Today, Stephen Harper tried to distract Canadians from his own past position on supply management by erroneously claiming that Liberals do not support supply management.
As the Liberal “Rural Canada Matters” strategy clearly outlines, Michael Ignatieff has committed to continued support for supply management.
Our “Clean Slate Commitment” will also build practical, bankable farm programs in partnership with farmers. We will restore AgriFlex with flexibility to support regionally responsive programs, such as the Assurance stabilisation des revenus agricoles in Quebec (ASRA), the Ontario Business Risk Management Program, market price insurance for livestock or improved premiums for crop insurance in the West, and a Buy Atlantic program in Atlantic Canada.
Stephen Harper, on the other hand, has a long history of denouncing supply management, referring to supply management as “price-fixing cartels.”

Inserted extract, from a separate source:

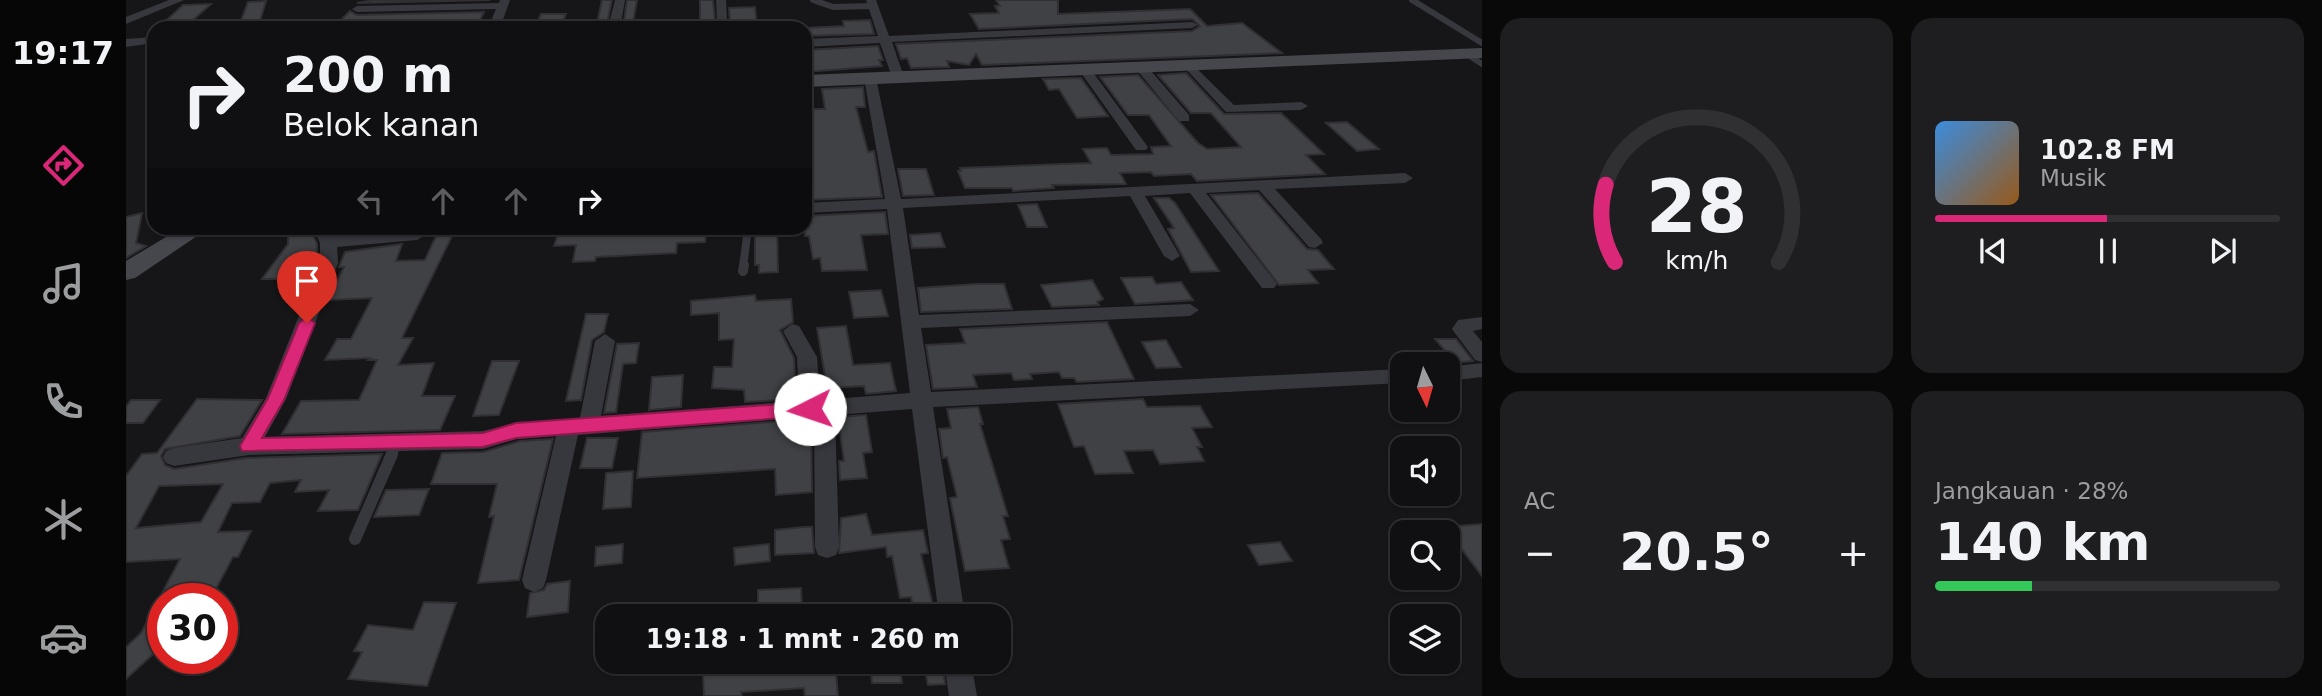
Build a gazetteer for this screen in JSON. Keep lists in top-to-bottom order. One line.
{"north":"bottom","page":{"tabs":"19:17","turn":["200 m","Belok kanan"],"song":["102.8 FM","Musik"],"tile":["AC",["Jangkauan · 28%","140 km"]],"heat":["−","20.5°","+"],"limit":"30","trip":"19:18 · 1 mnt · 260 m","gauge":["28","km/h"]}}
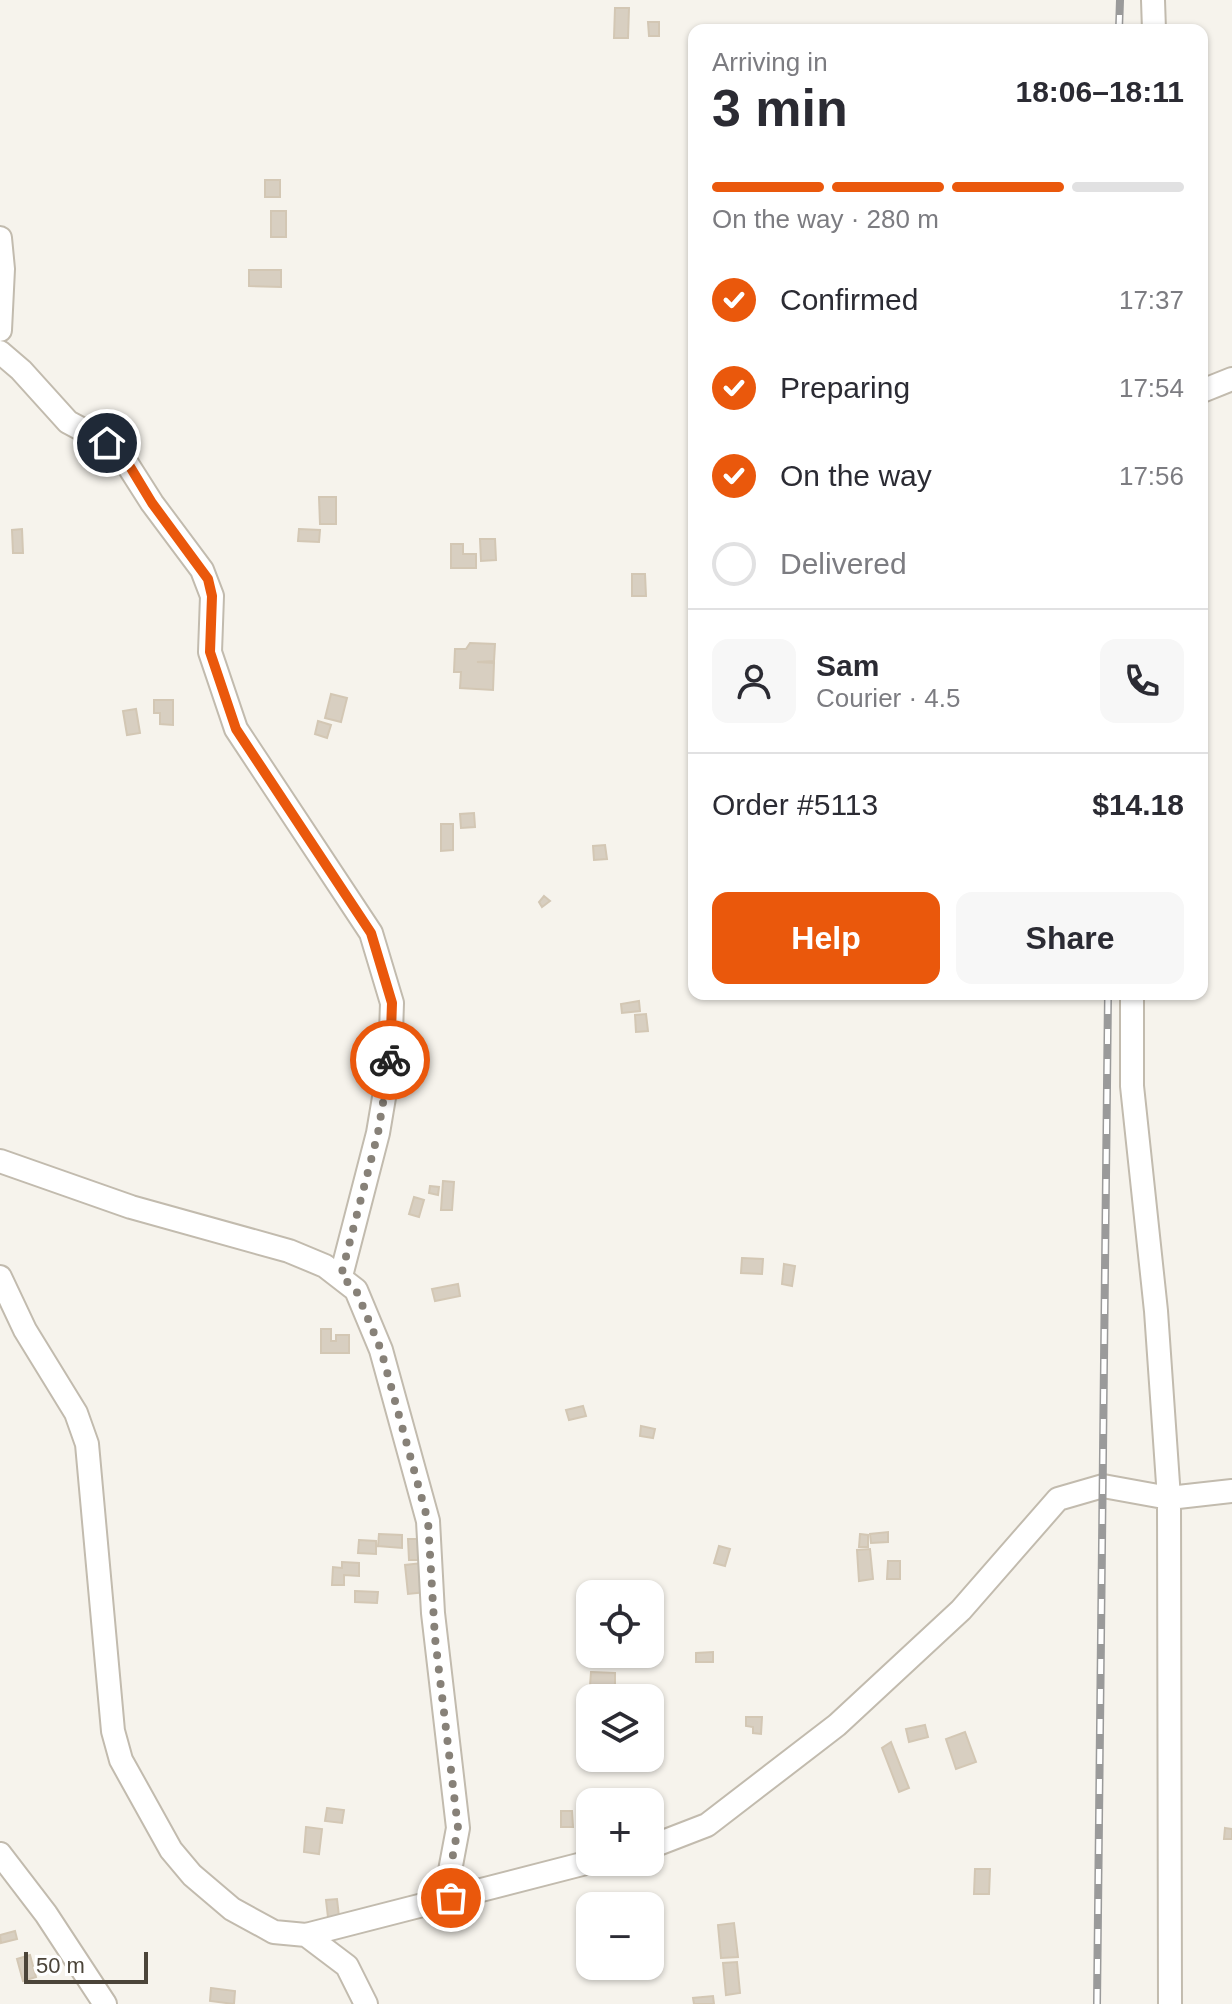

As president of the National Citizens Coalition he said:
“The damage inflicted by the Quebec situation can be found in many places. Take for example, ‘supply management,’ our government-sponsored price-fixing cartels. Canada’s restaurant industry finds itself paying 3% more for cheese this year, and 74% more than an American food manufacturer. One dairy farmer admits that politics might have something to do with it – ‘if the federal government did something anti-dairy, there would be howls of outrage from our French brothers.’ Quebec gets nearly half the country’s allocated dairy quota.” (The Bulldog, National Citizens Coalition, February 1998)
If this is Stephen Harper’s real opinion of supply management, why should any farmer believe his campaign promise today?